USC has played 25 different teams in 60 games this season, ranging from bitter rival Clemson, to SEC powers like LSU and Vanderbilt, to in-state squads like Wofford and Presbyterian. Each of the aforementioned teams has a clear-cut role with the Gamecocks. The USC-Clemson rivalry needs no explanation, South Carolina has tangled with its conference foes since 1992 and the Gamecocks have lorded over many smaller Palmetto State schools in athletics for years. However, South Carolina’s matchup with North Carolina comes with a more interesting background than most.

The Gamecocks and Tar Heels were both charter members of the Atlantic Coast Conference, which was founded in 1953. South Carolina left the ACC in 1971 to become an independent, while UNC remained in the league and became one of the more successful athletic programs in the conference. The Tar Heels and Gamecocks have both experienced great success on the diamond, as USC has won two national championships and North Carolina appeared in four consecutive College World Series’ from 2006 to 2009, losing in the national championship series to Oregon State in 2006 and 2007. The two schools combined have made 10 trips to Omaha in the past 10 years.

Despite their postseason successes over the past decade and proximity, the two schools have rarely played one another. USC and UNC faced off in the 2003 and 2007 Super Regionals, with the Gamecocks winning the 2003 matchup in Columbia and North Carolina taking the 2007 series in Chapel Hill. The Gamecocks also beat UNC twice in the Columbia Regional of 2004, eventually advancing to the College World Series.
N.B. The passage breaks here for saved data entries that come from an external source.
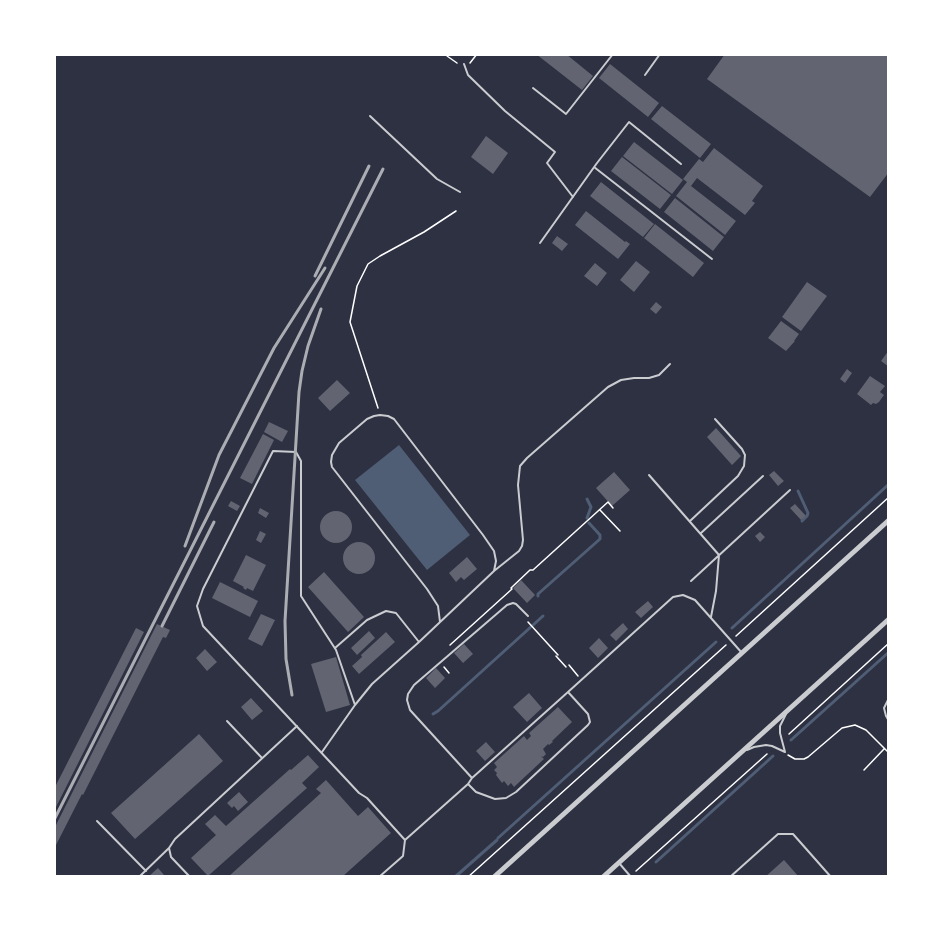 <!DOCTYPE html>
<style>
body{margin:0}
#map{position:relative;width:943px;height:931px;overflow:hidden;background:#2d3142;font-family:"Space Grotesk",sans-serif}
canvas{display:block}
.frame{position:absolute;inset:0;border:56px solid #fff;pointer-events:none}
</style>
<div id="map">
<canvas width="943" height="931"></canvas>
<div class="frame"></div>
</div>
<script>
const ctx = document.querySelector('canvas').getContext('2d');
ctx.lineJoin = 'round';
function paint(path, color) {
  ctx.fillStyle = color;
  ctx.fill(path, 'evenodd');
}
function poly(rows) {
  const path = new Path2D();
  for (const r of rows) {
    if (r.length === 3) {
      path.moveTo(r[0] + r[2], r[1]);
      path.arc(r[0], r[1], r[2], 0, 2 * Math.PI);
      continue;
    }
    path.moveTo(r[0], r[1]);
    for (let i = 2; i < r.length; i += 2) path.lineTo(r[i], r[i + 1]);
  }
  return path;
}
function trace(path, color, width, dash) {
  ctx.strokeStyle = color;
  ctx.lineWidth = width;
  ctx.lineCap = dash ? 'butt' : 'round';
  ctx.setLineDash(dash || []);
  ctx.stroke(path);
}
const water = poly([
 [399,445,470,535,427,570,355,480]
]);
const stream = poly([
 [798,491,808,513,807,516,802,521],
 [587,518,591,507,587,499],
 [538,596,538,594,600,539,600,535,589,523],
 [732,628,889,484],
 [433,714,438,711,543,616],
 [791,740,889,652],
 [498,838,716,642],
 [656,862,773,756],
 [455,877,497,840]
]);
const building = poly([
 [536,54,566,54,593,76,582,90],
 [725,54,889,54,889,172,870,197,707,79],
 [610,64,659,103,648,117,599,78],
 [662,106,711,144,700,158,651,119],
 [486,136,508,153,493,174,471,157],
 [634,142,683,180,672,194,623,156],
 [714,148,763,186,752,201,755,203,745,215,697,178,691,186,736,221,725,235,676,196,687,182,683,179,699,159,703,162],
 [622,157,671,195,660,209,611,171],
 [601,182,654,224,643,237,590,196],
 [675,198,724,237,713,251,664,212],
 [586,211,625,242,626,241,630,244,618,259,575,225],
 [655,224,704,263,693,277,644,238],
 [557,236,568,244,562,251,552,243],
 [636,261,650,272,634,292,620,280],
 [595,263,607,273,597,286,584,276],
 [807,282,827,296,801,331,782,317],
 [656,302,662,307,656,314,650,309],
 [781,321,799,334,794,341,795,341,786,351,768,338],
 [889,350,889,367,881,361],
 [847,369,852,373,845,383,840,379],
 [870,376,885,386,880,392,884,395,879,402,876,404,873,403,871,405,857,394],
 [337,380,350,393,330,411,318,398],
 [269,422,288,431,282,442,264,432],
 [716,428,741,456,732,465,707,437],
 [263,434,274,440,252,484,240,478],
 [774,471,784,481,778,486,769,475],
 [614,472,630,490,612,506,596,488],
 [231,501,240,506,237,511,228,506],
 [795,504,806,516,801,520,790,508],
 [260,508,269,513,266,518,258,513],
 [336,527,16],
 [260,531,266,534,261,543,256,540],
 [760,532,765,537,760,542,755,536],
 [359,558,16],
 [246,555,266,565,253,591,247,588,246,590,243,588,244,587,233,581],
 [467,557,477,569,464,580,461,577,456,582,449,573],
 [324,572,364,617,348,632,308,587],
 [521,580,535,595,527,603,513,588],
 [220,582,258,601,250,617,212,598],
 [648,601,653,607,641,618,635,612],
 [261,614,275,620,262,646,248,639],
 [623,623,628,629,616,641,610,635],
 [157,624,170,630,166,638,163,637,83,795,82,794,54,849,54,829],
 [136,628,144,632,54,811,54,789],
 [369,631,375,638,357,655,351,648],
 [386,632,395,642,359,674,352,666,362,657,361,655],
 [599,638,608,648,598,658,589,648],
 [464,644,473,654,463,663,454,653],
 [205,649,217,662,207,671,196,658],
 [336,657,350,705,326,712,311,664],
 [436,668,445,678,435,688,426,678],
 [529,693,542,708,527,722,513,707],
 [251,698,263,711,252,720,241,707],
 [558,707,572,722,552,741,553,742,549,745,548,744,543,749,546,754,543,757,541,756,544,759,514,787,511,783,508,786,504,781,502,783,496,775,497,773,494,770,497,767,494,763,524,736,527,740,531,736,529,733],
 [199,734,223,761,135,839,111,813],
 [486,742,495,752,485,761,476,751],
 [308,755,319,767,302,783,307,788,208,876,191,858,216,835,205,824,215,815,226,826,290,769,291,770],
 [326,780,358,816,368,807,391,833,342,877,228,877,321,793,316,789],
 [239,792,248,802,238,811,234,806,232,808,227,803],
 [784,860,799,877,765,877],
 [158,868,164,875,161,877,148,877]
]);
const path = poly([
 [447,54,447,56,457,63],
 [470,63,477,54],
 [378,408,350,322,357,286,368,264,380,256,424,232,456,211],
 [888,422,889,422],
 [600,510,620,531],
 [528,622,558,655],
 [736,636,889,497],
 [450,645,512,589,511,588,530,570,533,570,608,502,613,508],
 [556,656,566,667],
 [569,665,578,676],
 [444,667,449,673],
 [789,734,889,643],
 [788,755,795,759,804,759,808,757,842,728,855,725,866,730,889,753],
 [864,770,884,749],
 [636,871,767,754],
 [468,877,726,645]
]);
const service = poly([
 [464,64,468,75,505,111,555,152,547,163,573,197],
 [645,75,660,54],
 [533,88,566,114,613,54],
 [370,116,437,179,460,192],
 [594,167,712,259],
 [540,243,597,163,629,122,681,164],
 [649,475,719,555,716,591,711,617],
 [690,521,738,476,744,466,745,455,742,449,715,419],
 [701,533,763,476],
 [691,581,790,490],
 [440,622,438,606,427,589,332,467,331,462,332,455,339,443,367,419,374,416,380,415,388,416,394,419,483,535,494,551,496,561,494,571],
 [419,642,494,571,519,551,522,546,523,540,518,485,520,466,527,458,608,387,621,380,634,378,649,378,659,375,670,364],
 [335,648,367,620,386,611,396,613,419,642,372,684,355,705],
 [889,698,884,708,886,716,889,721],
 [227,721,262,758],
 [747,750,754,747,766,745,772,746,785,752,780,733,780,726,786,714],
 [322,752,355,705,336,650,301,596,301,461,296,452,273,451,203,589,197,606,203,626,359,793,367,798,405,840,403,856,379,877],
 [472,778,410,710,407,700,408,694,414,685,507,605,513,603,516,604,528,616],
 [468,784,476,792,495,799,506,798,516,792,588,725,590,722,588,714,568,692,673,597,683,595,695,600,742,653],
 [97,821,146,871],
 [405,840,468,784,472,778,568,692],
 [619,863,631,877],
 [139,877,169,848],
 [190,877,171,857,169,848,175,839,297,726],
 [730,877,778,834,793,834,831,877]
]);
const tertiary = poly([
 [494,877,889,520],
 [603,877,889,619]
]);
const rail = poly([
 [315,276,369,166],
 [185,546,219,455,274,348,325,268],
 [162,626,214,522],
 [292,695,286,659,285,621,299,392,302,371,308,346,321,309],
 [54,820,383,169]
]);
paint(water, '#4f5d75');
trace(stream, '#4f5d75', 3);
paint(building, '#626471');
trace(path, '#fff', 1.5);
trace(service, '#caccd0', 2);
trace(tertiary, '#caccd0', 5);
trace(rail, '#abadb3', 3);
</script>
This weekend marks the first meeting between the two teams since the 2007 Super Regional.

Adding to the drama is the fact that both schools go by “Carolina.” The Gamecocks and Tar Heels both have baseball uniforms that feature school nicknames, interlocking school initials and script “Carolina” across the chest; however, USC does not wear a uniform that says “South Carolina” and UNC’s jerseys do not spell out “North Carolina.”

While the matchup of two storied programs is sure to be entertaing, the storylines involving the individuals on the field this weekend are equally compelling. Gamecock head coach Chad Holbrook played for the Tar Heels from 1990-93, then spent 15 seasons on North Carolina’s coaching staff. USC freshman infielder D.C. Arendas is the son of UNC director of baseball operations Dave Arendas, who also happens to be Holbrook’s brother-in-law. USC’s freshman second baseman, Max Schrock, was rated as the third-best high school prospect in the state of North Carolina and is a native of Chapel Hill. Additionally, USC athletic director and former baseball coach Ray Tanner played and coached at UNC rival N.C. State before becoming the head coach of the Gamecocks.
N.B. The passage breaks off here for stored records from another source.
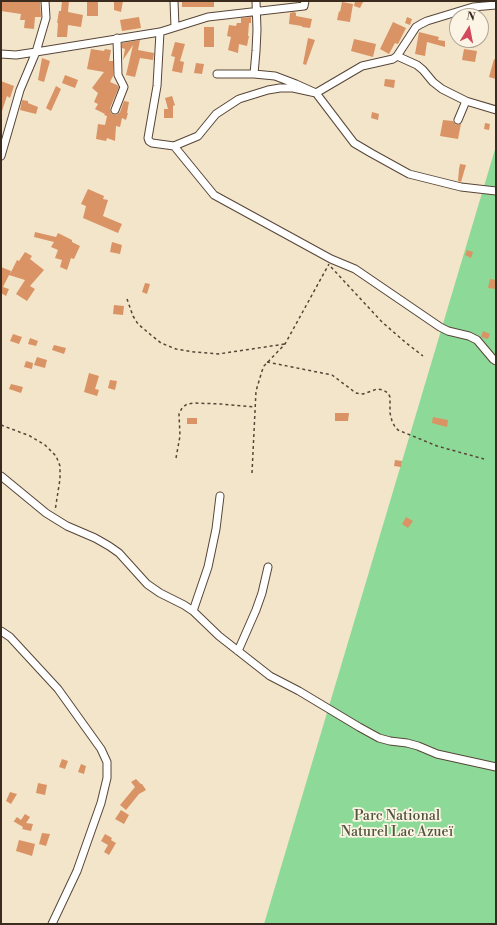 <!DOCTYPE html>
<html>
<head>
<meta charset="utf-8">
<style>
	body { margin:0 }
	#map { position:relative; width:497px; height:925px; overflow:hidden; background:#f3e5ca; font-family:"Libre Bodoni",serif }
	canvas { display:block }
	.frame { position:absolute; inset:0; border:2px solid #3b2a1e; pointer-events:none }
	.north { position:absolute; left:449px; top:8px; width:40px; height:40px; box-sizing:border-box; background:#fcf5e5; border:1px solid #afa495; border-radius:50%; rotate:10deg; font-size:11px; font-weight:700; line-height:16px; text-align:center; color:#3b2a1e }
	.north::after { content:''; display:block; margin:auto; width:14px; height:18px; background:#d1495b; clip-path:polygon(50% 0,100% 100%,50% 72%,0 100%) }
</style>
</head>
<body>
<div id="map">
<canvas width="497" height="925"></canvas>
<div class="frame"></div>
<div class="north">N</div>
</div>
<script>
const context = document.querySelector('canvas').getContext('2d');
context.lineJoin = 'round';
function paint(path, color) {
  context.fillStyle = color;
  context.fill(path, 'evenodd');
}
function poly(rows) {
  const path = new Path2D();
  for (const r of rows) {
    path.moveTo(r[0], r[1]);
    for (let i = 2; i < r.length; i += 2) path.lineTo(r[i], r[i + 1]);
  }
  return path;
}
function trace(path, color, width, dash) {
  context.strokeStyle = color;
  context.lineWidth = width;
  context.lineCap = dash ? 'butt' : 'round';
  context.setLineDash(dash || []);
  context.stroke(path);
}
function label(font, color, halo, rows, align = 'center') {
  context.font = font + ' "Libre Bodoni",serif';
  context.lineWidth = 3.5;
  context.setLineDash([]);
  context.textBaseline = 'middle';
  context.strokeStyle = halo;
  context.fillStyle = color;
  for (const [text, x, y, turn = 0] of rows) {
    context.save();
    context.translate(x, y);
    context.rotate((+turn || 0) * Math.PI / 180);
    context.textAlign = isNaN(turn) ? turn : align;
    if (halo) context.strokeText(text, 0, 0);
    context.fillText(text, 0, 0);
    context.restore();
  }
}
paint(poly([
	[496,146,496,924,264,924]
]), '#8dda98');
paint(poly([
	[2,1,40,1,41,17,35,17,34,29,24,28,25,20,20,20,21,14,1,11],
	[62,1,69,1,68,12,83,15,81,27,68,25,67,37,57,37,58,23,57,23,59,11,61,11],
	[87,1,98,1,98,16,87,16],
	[114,1,123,1,121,12,114,10],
	[182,1,214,1,214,7,182,7],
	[355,1,363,2,360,8,354,6],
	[342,2,353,4,350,22,337,20,339,11,340,12],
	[294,12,296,13,296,16,312,19,310,28,302,27,302,26,289,24,290,13],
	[139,17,141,28,122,31,120,20],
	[251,17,251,23,249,23,248,36,249,36,247,46,239,44,238,53,228,50,231,37,227,36,229,25,236,26,237,23,241,23,241,18],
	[407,17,412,19,410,25,405,23],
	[393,22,406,28,398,44,395,43,389,54,380,49],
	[204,27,214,27,214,47,204,47],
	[419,32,439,37,438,40,445,41,445,47,427,42,425,56,415,54],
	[308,38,315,40,306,65,303,64],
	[354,39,376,44,373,57,351,51],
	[140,40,138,50,154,53,153,60,140,58,135,77,126,75,133,45,123,60,125,49,122,48,122,43],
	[175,42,185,44,180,61,184,62,182,73,172,71,175,57,171,56],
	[91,49,104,51,105,49,111,50,109,61,113,61,113,76,110,82,117,85,119,87,110,108,111,113,114,115,118,114,120,112,124,101,129,102,127,113,128,113,126,120,122,118,120,127,116,126,115,141,107,138,106,141,96,139,98,124,105,125,107,116,104,115,105,114,95,109,98,104,94,102,98,93,92,88,104,72,87,69],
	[464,49,477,51,475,62,462,60],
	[42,58,50,61,44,82,38,80],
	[494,59,496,60,496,79,489,77],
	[196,63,204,64,202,74,194,73],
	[65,75,78,80,75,88,62,83],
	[385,79,395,80,394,88,384,86],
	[1,81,14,86,10,98,7,96,2,111,1,111],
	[56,86,61,89,51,111,46,108],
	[172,96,175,105,173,106,173,118,164,118,164,109,168,109,165,98],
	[22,100,28,101,28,103,38,107,36,114,20,110],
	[372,112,379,114,378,120,371,118],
	[443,120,453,121,456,125,461,124,458,139,440,136],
	[485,123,490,124,489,130,484,129],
	[460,164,466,165,461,182,458,181,459,169],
	[88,189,104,196,103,199,108,200,103,216,122,224,118,233,83,218,86,206,81,204],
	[35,232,56,237,58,233,72,240,72,242,80,246,74,259,71,258,67,270,60,267,62,260,55,258,58,250,51,247,54,242,34,237],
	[112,242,122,245,120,254,110,252],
	[467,250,473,252,471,258,465,255],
	[25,252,32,256,30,259,44,270,30,286,35,289,27,301,16,294,25,280,9,275,3,287,9,289,6,296,1,293,1,267,11,271,10,274,17,260,19,261],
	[490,279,496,280,496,289,488,288],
	[145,283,150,284,147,294,142,292],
	[114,305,124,306,123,315,113,314],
	[483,331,490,334,488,339,481,337],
	[13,334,22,337,19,344,10,341],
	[30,338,38,341,36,346,28,344],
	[54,345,66,348,64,354,52,350],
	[37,357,47,360,45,368,34,365],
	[26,361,33,363,32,369,24,367],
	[89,373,99,376,95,389,99,390,97,396,84,392],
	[110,380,117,381,115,390,108,388],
	[11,384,23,387,21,393,9,389],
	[335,413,349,413,348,421,335,421],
	[433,417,448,420,447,427,432,423],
	[187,418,197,418,197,424,187,424],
	[395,460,402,461,401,467,394,466],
	[406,517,413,521,408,528,402,524],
	[62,759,68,761,65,769,59,767],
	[81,764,86,766,84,774,78,772],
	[136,779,141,784,142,784,146,790,139,794,126,810,120,805,135,787,131,782],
	[38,783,47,785,45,795,36,793],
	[10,792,17,794,11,804,6,801],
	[121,810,129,815,124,824,115,819],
	[25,814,30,817,26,823,33,824,31,831,22,829,23,827,13,821,14,821,17,817,21,820],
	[42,833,50,834,46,846,39,844],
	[105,834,112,838,111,840,116,843,109,855,104,852,108,845,101,841],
	[19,840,35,844,32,856,16,851]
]), '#da9364');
const street = poly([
	[174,1,175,27],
	[160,32,157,86,148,138,149,141,152,143,174,146,198,136,216,114,239,99,268,90,280,88,293,88,316,93,354,143,371,153,409,174,461,187,496,191],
	[1,54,16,55,36,52,160,32,208,17,304,6,305,1],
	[397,56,417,65,423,70,433,82,442,89,466,101,496,110],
	[217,74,254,74,275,76,296,84,316,93,362,66,393,59,397,56,416,27,421,24,427,21,473,7,496,5],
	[254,74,256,51,257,30,256,1],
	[115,110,124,87,118,75,117,38],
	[458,120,466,101],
	[174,146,214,195,331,259,355,269,440,327,448,331,469,336,477,340,493,359,496,361],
	[1,156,20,90,36,52,46,18,45,1],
	[1,476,46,513,54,518,67,526,95,538,109,546,119,553,147,584,160,593,184,605,193,611,219,636,270,676,299,691,359,727,379,738,390,741,407,743,418,746,437,754,496,767],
	[193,611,208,567,216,529,220,496],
	[1,631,10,637,58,689,101,749,107,762,107,778,101,803,77,871,52,924],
	[238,651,256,610,262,593,268,567]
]);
trace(street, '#574638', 9);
trace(poly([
	[331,267,382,322,405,342,423,356],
	[127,299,133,316,138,324,151,335,161,343,176,349,194,352,218,354,285,344],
	[267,362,332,375,356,393,363,394,377,389,383,390,388,393,390,397,390,413,392,421,395,427,398,430,437,446,484,459],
	[1,425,30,436,45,445,56,456,60,466,60,479,55,511],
	[176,458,180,436,179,414,182,408,187,404,194,403,221,404,255,407],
	[252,473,256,391,262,371,264,366,285,344,329,264]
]), '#574638', 1.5, [3, 3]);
trace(street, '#fff', 7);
label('14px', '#50563c', '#fcf5e5', [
	["Parc National",397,817],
	["Naturel Lac Azueï",397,833]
]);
</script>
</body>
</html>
Although neither school considers the other as its primary rival, the atmosphere surrounding the weekend should be electric. Plenty of Gamecock fans are expected to make the trip to Boshamer Stadium for the series. Annie Konduros, a junior at USC who traveled to Chapel Hill with her family for the weekend, watched her cousin, Aaron Rawl, go to Omaha three times as a pitcher for the Gamecocks and has been a South Carolina fan since childhood. She expects the matchup between the Gamecocks and top-seeded Tar Heels to live up to the hype.

“The rivalry between the Carolina’s always makes for a great baseball series,” Konduros said. “I would love to see the Gamecocks take down the number one national seed.”

Brett Holladay can sympathize with the Holbrooks, Arendas’s and Schrocks. The Charlotte native earned degrees in Criminal Justice and Political Science from USC before attending law school at UNC, where he graduated last month. Despite having spent time at both universities, Holladay says that there is no question where his loyalties lie this weekend.

“The real Carolina has always been USC in my family,” he said. “I was pretty much born a Gamecock and know for sure I will die one.”

Konduros believes that South Carolina has the momentum to upset the Tar Heels.

“We’ve just come off a strong weekend of smart baseball. We seem to peak at the perfect moments,” she said. “I think our chances are pretty good.”

Holladay admits that, although he believes the Gamecocks will win the series, he is nervous about the matchup.

“UNC has played better ball this year,” Holladay said.

He says that his nerves are also due to thoughts of what will happen if USC loses.

“I bragged about Gamecock baseball to my UNC friends all three years I was there.”